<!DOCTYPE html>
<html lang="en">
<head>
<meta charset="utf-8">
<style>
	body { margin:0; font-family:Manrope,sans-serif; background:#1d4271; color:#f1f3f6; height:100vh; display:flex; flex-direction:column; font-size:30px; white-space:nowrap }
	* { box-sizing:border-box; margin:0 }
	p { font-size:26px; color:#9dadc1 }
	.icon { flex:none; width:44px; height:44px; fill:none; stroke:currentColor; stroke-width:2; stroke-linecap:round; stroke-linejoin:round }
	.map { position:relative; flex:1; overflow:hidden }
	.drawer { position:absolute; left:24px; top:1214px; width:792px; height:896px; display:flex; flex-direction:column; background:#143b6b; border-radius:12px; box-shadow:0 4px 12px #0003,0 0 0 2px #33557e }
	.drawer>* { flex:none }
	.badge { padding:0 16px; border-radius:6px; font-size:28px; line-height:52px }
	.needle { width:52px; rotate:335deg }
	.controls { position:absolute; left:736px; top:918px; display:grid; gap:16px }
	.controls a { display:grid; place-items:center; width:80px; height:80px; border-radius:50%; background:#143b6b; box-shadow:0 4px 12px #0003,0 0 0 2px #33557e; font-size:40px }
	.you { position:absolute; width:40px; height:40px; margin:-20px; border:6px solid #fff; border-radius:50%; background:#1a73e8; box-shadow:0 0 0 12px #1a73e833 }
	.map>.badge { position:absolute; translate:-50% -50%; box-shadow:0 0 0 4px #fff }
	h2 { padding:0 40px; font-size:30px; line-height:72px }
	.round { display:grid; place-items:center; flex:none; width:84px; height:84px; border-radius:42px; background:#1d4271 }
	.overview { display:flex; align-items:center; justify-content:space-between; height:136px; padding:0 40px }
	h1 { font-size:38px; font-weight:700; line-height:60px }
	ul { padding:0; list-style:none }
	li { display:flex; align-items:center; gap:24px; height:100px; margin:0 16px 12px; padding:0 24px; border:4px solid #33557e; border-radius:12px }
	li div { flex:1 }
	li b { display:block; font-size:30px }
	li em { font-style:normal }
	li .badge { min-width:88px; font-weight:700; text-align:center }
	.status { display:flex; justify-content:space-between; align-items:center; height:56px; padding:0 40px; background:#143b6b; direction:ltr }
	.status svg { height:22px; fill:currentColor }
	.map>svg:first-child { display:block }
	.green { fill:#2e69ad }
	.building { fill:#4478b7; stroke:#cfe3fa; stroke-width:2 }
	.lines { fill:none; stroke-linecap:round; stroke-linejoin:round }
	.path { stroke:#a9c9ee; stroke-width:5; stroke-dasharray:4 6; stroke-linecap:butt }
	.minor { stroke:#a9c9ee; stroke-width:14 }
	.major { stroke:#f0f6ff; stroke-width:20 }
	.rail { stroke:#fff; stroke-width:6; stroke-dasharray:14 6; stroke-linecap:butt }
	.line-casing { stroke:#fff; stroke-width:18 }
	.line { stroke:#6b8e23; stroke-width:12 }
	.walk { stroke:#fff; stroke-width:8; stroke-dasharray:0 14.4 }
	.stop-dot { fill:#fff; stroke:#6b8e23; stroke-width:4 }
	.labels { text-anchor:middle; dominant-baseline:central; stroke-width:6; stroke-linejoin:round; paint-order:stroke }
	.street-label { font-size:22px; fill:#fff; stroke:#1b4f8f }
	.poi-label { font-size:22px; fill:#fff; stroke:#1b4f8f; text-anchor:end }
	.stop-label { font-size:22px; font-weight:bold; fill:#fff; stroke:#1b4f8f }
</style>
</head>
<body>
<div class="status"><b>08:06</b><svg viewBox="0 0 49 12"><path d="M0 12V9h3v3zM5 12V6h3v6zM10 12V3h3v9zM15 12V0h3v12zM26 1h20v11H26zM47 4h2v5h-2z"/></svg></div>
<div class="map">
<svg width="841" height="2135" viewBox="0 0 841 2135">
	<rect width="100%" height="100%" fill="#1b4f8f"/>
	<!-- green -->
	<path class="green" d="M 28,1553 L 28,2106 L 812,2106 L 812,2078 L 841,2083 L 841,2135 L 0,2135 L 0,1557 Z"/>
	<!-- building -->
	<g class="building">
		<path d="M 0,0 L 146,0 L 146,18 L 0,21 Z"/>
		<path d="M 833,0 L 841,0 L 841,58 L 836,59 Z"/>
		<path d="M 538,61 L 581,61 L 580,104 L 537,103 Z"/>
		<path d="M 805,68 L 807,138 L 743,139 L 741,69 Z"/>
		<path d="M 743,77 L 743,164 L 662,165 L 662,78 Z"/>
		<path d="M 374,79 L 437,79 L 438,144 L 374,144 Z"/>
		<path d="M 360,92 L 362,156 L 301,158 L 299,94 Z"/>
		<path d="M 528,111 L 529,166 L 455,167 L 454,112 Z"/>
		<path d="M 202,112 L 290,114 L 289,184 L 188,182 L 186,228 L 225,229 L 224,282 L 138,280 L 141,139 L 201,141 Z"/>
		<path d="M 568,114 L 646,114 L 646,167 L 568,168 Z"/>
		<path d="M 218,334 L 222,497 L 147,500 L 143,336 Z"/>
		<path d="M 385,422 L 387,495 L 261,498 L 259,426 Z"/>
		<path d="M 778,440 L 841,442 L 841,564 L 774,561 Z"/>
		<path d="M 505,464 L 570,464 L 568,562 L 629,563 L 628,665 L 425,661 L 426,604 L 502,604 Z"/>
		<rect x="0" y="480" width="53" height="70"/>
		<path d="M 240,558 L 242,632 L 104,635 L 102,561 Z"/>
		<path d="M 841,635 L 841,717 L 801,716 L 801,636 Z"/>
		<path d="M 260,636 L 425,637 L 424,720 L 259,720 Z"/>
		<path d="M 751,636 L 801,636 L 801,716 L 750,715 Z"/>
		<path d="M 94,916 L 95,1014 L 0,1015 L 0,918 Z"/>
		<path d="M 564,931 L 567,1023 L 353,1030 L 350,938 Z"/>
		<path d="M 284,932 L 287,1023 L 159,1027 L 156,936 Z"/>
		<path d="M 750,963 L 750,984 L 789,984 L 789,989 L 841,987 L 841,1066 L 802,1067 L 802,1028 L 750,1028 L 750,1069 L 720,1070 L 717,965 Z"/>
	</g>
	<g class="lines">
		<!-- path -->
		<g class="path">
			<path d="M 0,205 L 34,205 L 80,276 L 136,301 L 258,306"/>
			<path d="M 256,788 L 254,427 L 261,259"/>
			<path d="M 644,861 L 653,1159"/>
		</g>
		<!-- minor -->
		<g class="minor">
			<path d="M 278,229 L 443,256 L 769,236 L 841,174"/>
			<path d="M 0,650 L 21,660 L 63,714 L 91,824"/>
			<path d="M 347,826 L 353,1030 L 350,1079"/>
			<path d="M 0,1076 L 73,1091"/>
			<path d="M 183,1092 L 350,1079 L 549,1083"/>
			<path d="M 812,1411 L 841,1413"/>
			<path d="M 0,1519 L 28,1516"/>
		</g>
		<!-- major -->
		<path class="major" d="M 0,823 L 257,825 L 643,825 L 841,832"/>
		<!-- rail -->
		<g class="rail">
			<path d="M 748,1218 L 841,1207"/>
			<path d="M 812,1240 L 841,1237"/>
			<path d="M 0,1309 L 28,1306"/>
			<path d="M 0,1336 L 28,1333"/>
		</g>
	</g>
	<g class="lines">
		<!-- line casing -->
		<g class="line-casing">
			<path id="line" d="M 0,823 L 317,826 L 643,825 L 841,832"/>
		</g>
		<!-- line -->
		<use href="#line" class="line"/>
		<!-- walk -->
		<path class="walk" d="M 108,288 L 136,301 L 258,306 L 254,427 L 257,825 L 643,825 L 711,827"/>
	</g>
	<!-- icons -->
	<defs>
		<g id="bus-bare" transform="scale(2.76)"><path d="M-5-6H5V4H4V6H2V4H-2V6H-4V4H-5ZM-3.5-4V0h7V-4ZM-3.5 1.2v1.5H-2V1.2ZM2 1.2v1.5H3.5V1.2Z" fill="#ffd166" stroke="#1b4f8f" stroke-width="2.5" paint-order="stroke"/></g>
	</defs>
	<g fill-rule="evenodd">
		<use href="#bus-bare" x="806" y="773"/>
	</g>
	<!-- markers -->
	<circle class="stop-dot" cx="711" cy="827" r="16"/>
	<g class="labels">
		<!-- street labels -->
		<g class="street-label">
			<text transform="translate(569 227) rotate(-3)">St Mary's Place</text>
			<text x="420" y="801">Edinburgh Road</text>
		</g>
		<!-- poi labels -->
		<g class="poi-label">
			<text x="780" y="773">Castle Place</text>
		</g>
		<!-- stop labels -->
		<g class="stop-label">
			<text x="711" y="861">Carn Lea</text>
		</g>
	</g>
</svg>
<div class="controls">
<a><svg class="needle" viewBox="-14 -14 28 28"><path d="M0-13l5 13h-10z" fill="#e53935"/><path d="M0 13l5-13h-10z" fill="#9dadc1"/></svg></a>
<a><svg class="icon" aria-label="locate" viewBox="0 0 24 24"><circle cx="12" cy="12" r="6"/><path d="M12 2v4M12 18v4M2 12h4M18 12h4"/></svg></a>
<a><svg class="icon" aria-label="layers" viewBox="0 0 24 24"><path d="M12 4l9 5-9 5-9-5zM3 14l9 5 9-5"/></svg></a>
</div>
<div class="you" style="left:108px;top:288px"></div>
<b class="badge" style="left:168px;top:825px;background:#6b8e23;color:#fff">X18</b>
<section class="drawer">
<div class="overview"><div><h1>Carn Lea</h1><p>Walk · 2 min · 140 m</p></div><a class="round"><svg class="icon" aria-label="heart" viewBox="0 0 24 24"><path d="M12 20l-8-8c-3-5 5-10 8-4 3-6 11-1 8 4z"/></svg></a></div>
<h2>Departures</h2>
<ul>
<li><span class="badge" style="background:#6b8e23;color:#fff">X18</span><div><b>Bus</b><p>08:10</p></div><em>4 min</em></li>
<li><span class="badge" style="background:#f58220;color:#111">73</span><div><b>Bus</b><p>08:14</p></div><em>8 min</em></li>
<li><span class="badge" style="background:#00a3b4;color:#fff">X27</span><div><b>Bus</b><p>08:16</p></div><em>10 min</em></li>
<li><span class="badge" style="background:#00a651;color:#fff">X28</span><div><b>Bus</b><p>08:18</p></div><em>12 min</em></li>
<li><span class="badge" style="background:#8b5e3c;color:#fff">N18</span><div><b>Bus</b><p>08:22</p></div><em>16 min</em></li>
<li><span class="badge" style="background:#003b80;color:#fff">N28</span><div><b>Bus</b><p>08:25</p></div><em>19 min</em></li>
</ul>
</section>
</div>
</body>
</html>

_ _ _

◆ **Task directions**: Filter the data above down to lines with the word "linecap", and copy them.

◆ **Final answer**:
	.icon { flex:none; width:44px; height:44px; fill:none; stroke:currentColor; stroke-width:2; stroke-linecap:round; stroke-linejoin:round }
	.lines { fill:none; stroke-linecap:round; stroke-linejoin:round }
	.path { stroke:#a9c9ee; stroke-width:5; stroke-dasharray:4 6; stroke-linecap:butt }
	.rail { stroke:#fff; stroke-width:6; stroke-dasharray:14 6; stroke-linecap:butt }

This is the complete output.